The Workers Rights Clinic is a program that engages in litigation and projects that explore the broader social, political, and economic contexts of labor law and workers’ rights.

The Workers’ Rights Clinic (WRC) will be offered for the first time as a pilot in the Fall of 2020. Clinic faculty are in the process of developing an array of options for project work in collaboration with community groups, advocacy groups, and governmental bureaus charged with enforcement of labor rights.

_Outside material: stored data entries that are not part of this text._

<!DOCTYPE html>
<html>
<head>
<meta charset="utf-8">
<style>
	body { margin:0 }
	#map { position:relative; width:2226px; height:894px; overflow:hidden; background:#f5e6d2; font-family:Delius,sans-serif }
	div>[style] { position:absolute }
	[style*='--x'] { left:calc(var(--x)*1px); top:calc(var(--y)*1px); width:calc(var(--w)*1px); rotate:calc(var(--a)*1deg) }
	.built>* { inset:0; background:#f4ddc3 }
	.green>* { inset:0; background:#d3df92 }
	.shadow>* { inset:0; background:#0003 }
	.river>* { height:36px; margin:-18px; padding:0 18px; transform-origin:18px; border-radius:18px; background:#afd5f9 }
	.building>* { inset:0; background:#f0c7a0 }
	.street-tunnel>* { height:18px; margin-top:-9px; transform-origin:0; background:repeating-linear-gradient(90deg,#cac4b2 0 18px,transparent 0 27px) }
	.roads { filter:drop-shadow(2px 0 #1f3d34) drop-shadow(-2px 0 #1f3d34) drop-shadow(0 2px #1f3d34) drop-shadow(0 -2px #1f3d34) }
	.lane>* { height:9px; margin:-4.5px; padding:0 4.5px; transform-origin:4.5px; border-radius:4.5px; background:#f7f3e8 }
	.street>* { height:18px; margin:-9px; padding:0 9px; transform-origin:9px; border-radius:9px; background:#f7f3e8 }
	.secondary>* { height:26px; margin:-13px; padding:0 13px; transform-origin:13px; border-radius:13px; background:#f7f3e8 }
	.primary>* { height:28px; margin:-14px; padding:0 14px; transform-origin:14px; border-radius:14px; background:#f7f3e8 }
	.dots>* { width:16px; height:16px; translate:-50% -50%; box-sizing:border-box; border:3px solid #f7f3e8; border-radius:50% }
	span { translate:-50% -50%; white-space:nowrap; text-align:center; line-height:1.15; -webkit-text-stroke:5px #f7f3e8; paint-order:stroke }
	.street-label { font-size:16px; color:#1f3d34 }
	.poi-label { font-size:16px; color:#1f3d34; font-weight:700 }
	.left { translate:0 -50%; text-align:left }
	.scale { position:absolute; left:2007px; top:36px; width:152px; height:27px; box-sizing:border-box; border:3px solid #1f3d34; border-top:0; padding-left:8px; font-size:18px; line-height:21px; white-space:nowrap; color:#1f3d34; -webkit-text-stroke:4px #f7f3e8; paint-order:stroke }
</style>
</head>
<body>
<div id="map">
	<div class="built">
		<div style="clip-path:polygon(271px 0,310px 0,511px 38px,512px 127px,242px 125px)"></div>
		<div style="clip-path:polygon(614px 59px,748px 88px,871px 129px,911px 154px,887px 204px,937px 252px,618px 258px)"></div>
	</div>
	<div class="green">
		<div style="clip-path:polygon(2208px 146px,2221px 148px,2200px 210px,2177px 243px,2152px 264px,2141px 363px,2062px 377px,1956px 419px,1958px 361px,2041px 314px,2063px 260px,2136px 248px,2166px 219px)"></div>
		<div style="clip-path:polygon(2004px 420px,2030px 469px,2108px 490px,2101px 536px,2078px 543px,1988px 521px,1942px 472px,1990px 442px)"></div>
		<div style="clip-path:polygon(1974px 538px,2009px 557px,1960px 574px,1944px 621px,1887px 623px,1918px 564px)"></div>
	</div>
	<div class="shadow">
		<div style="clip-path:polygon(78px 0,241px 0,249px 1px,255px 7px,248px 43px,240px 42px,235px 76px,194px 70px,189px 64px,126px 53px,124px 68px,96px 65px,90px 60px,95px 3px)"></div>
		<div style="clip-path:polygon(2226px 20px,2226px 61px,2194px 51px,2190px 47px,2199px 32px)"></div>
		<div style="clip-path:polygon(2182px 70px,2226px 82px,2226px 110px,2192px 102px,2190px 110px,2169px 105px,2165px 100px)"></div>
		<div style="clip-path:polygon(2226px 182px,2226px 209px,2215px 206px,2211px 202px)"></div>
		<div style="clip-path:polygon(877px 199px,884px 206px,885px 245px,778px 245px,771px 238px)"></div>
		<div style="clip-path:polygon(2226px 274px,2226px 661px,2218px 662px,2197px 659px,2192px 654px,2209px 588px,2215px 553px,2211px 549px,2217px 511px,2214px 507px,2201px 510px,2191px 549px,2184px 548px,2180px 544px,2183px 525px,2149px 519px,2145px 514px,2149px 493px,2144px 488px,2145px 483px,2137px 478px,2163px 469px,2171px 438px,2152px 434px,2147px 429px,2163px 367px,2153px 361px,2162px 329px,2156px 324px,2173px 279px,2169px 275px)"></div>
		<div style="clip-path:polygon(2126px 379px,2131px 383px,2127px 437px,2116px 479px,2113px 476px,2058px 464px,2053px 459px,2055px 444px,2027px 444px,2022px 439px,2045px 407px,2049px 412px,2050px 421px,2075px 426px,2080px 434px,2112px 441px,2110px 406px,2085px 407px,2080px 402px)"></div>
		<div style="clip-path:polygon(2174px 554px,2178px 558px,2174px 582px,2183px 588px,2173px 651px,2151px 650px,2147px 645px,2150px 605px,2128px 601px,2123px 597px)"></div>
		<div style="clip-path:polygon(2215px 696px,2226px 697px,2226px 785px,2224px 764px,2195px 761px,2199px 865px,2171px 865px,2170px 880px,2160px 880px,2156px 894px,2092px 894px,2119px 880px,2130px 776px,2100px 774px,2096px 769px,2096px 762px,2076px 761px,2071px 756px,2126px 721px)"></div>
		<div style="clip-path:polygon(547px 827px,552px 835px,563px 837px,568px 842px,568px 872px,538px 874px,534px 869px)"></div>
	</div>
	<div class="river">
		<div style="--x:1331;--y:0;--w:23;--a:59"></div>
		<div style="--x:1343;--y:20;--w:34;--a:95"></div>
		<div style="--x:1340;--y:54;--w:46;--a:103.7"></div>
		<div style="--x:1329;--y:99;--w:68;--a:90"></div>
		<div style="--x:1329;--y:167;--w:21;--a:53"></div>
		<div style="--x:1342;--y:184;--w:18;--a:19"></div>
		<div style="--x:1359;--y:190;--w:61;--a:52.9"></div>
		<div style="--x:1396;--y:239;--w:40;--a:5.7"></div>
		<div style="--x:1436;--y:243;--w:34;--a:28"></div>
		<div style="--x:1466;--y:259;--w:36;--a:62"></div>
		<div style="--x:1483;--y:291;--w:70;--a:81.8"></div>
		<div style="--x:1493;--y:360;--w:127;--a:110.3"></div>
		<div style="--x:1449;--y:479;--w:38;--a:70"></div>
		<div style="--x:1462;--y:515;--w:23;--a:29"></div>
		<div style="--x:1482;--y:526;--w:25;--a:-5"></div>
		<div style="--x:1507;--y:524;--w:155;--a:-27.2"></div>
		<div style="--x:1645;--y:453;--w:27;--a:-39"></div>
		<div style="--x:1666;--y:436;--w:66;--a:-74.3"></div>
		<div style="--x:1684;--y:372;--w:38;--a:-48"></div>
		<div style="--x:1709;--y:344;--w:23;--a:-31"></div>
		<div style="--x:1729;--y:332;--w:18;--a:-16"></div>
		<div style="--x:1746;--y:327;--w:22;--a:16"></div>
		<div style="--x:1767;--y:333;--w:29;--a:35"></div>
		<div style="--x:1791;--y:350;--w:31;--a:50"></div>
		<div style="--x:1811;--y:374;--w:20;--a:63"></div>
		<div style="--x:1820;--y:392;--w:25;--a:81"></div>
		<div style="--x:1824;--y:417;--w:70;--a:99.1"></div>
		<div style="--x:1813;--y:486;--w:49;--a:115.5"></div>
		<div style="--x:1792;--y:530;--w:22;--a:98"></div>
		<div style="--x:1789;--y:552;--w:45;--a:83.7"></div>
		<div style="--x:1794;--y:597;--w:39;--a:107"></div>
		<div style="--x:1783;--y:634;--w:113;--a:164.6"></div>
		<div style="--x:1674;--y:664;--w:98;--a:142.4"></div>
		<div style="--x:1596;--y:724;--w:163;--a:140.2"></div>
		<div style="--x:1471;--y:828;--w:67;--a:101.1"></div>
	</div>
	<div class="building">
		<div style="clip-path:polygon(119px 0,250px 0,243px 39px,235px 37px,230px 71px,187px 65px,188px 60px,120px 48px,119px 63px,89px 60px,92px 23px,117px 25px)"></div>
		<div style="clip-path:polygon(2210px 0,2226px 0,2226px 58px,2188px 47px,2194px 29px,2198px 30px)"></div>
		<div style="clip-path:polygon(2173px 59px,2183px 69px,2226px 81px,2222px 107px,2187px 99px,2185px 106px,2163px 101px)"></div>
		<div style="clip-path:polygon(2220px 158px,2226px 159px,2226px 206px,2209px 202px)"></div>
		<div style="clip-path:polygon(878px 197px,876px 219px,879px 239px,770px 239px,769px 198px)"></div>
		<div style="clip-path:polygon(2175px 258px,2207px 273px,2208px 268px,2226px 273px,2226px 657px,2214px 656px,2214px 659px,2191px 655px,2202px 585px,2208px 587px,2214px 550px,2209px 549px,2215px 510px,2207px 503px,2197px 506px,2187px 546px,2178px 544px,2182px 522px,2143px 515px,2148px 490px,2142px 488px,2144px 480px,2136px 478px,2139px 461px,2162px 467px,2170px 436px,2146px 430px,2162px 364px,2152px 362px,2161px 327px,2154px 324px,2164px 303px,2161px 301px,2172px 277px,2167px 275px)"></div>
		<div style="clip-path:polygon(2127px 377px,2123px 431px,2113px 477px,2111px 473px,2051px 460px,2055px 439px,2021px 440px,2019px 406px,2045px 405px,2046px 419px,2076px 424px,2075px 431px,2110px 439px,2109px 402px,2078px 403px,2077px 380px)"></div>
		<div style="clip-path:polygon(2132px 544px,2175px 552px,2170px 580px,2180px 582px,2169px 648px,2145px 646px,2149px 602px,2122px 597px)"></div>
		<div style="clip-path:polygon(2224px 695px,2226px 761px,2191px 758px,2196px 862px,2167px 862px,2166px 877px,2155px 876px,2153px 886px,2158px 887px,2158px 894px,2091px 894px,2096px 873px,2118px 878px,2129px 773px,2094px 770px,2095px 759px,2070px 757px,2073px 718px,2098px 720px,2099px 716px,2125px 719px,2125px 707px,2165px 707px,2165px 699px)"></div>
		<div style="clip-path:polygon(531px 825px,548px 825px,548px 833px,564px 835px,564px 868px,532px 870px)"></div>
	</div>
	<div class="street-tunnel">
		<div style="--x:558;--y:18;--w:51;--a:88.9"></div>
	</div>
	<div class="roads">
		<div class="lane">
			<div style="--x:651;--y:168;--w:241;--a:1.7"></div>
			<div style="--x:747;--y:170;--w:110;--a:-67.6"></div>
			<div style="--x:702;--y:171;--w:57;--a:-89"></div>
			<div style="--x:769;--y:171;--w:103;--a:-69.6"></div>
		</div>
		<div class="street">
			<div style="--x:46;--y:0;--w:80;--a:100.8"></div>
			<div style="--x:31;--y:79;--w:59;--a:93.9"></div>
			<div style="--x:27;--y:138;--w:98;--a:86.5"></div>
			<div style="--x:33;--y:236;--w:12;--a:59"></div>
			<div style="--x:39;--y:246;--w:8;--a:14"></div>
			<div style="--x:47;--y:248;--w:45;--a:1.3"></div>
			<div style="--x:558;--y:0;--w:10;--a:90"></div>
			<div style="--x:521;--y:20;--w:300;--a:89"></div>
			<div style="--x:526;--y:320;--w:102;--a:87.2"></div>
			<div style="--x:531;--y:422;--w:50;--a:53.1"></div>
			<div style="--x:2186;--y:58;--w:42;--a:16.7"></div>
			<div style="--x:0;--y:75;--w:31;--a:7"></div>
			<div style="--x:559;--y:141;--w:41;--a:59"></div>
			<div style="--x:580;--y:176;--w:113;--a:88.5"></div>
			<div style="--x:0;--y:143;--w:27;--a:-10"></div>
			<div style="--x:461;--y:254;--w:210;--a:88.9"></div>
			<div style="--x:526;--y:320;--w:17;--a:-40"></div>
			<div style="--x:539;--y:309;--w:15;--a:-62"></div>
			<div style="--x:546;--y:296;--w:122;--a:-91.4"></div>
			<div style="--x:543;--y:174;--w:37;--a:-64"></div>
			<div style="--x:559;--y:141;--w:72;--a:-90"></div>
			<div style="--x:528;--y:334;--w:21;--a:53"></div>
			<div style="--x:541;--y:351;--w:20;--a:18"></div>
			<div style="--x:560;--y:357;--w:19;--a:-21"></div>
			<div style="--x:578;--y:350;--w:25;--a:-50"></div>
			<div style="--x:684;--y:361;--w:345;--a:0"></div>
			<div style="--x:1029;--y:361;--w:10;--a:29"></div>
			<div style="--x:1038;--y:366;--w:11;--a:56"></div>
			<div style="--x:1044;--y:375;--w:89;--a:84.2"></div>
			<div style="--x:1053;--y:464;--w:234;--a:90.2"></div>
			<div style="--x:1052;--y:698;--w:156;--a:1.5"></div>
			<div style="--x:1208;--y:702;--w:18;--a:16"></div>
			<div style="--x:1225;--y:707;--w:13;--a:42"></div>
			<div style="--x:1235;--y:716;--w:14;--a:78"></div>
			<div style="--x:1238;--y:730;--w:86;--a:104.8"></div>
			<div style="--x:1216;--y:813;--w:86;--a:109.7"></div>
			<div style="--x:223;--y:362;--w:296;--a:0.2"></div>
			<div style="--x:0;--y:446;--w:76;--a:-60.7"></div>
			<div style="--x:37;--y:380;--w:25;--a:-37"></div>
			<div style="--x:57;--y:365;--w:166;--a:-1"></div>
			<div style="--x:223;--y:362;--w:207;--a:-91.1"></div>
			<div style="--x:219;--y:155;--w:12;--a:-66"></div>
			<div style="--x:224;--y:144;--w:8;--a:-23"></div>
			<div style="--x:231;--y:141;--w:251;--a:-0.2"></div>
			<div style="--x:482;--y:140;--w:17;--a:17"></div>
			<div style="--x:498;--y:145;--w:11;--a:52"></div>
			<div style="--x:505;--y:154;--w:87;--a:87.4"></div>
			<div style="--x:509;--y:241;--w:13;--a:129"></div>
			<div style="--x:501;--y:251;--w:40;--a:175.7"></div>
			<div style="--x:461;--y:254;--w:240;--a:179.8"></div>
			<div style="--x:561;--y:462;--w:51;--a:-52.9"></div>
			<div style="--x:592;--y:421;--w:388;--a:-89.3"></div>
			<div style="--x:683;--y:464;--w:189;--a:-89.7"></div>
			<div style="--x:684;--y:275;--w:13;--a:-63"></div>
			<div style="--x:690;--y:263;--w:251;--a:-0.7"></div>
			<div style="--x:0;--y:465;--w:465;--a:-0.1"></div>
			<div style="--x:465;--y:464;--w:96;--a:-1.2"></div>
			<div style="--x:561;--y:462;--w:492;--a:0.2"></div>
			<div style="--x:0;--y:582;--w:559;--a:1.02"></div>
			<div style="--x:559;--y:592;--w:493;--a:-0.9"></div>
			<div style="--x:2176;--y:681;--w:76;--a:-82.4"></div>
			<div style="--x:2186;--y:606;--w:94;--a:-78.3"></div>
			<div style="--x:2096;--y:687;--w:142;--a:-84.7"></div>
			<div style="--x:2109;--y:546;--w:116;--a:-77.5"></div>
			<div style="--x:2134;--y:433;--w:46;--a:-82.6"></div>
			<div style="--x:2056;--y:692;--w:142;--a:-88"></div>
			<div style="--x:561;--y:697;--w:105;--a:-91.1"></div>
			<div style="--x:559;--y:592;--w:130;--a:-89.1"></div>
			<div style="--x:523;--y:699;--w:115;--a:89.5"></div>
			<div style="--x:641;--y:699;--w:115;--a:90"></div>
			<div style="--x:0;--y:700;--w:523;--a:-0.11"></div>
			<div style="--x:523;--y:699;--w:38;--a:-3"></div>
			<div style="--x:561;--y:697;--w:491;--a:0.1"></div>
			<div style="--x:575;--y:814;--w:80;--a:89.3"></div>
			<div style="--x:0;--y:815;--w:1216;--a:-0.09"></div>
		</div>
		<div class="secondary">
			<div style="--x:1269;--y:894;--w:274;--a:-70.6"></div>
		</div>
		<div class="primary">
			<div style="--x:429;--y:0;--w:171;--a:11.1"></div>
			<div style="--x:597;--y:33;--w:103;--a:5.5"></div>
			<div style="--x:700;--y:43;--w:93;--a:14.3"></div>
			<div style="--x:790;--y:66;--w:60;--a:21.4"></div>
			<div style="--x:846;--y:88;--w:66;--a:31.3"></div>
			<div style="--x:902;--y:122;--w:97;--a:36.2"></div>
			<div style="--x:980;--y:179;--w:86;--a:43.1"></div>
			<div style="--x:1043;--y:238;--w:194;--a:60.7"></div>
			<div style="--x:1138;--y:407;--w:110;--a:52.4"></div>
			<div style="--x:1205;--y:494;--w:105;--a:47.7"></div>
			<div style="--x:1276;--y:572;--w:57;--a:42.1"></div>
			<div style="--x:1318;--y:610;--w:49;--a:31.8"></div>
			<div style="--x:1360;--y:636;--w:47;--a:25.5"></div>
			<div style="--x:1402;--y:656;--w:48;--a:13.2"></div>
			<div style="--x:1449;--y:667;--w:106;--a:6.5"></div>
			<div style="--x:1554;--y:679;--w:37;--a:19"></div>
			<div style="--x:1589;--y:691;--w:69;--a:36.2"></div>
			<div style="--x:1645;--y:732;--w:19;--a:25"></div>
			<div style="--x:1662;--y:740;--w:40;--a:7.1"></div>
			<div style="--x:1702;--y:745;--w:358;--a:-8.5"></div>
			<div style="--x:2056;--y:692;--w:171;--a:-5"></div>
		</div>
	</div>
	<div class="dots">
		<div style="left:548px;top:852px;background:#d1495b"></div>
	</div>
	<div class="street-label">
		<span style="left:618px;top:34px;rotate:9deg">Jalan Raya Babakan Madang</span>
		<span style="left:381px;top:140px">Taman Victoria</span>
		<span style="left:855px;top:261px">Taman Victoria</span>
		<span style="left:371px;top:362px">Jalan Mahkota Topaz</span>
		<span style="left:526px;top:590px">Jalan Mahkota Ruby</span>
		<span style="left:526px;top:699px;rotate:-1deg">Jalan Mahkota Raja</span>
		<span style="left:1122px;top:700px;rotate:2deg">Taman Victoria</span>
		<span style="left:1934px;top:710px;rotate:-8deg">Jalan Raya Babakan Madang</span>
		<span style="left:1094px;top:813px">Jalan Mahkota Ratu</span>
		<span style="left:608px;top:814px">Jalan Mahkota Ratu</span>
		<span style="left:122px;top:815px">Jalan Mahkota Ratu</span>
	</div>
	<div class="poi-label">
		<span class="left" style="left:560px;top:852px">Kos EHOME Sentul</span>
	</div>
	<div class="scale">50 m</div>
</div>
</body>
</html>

Some preliminary ideas for project work include participation in policy reform efforts at the city level or the state level. Other projects might include support for worker and community organizations attempting to expand and protect workers’ rights to organize; public outreach, education and organizing, including the creation of know your rights materials addressed to labor rights and the rights of immigrant workers; undertaking empirical investigations and producing reports that document exploitative labor practices and propose reform measures.

Prior to Fall 2020, the Community Economic Development Clinic housed a “Labor Docket” which took on the two federal wage theft lawsuits that will now be part of WRC’s work.

The WRC is also co-counsel in two wage theft cases pending in the Eastern District of New York.

Plaintiffs in Vazquez v. 142 Knickerbocker Enterprise are former employees of a Brooklyn carwash. The clinic received this case from Make the Road during a citywide organizing effort. Plaintiffs filed suit in 2013, alleging violations of the Fair Labor Standards Act and New York Labor Law, including failure to pay the minimum wage or overtime, tip theft, and retaliation. The district court granted Plaintiffs’ motion for partial summary judgment on two claims, leaving six claims to be resolved at trial a that will be scheduled after the Second Circuit resolves Defendant’s appeal of summary judgment. If the trial takes place sometime during the Fall semester, students may participate in the preparation and presentation.  Co-counsel in this case is Catholic Migration Services (including a CUNY alum who worked on the case as a clinic student).

Plaintiffs in Baniya v. Keshtgar are former employees of a gas station chain.  (A case description is here.) The clinic received this case from Adhikaar, a community organization in Queens, and is co-counsel with the Legal Aid Society and Arnold & Porter. Last year Plaintiffs obtained a $1.9 million confession of judgment from the main defendant. The task now is to collect on the judgment, in part through post-judgment discovery of the defendant’s assets.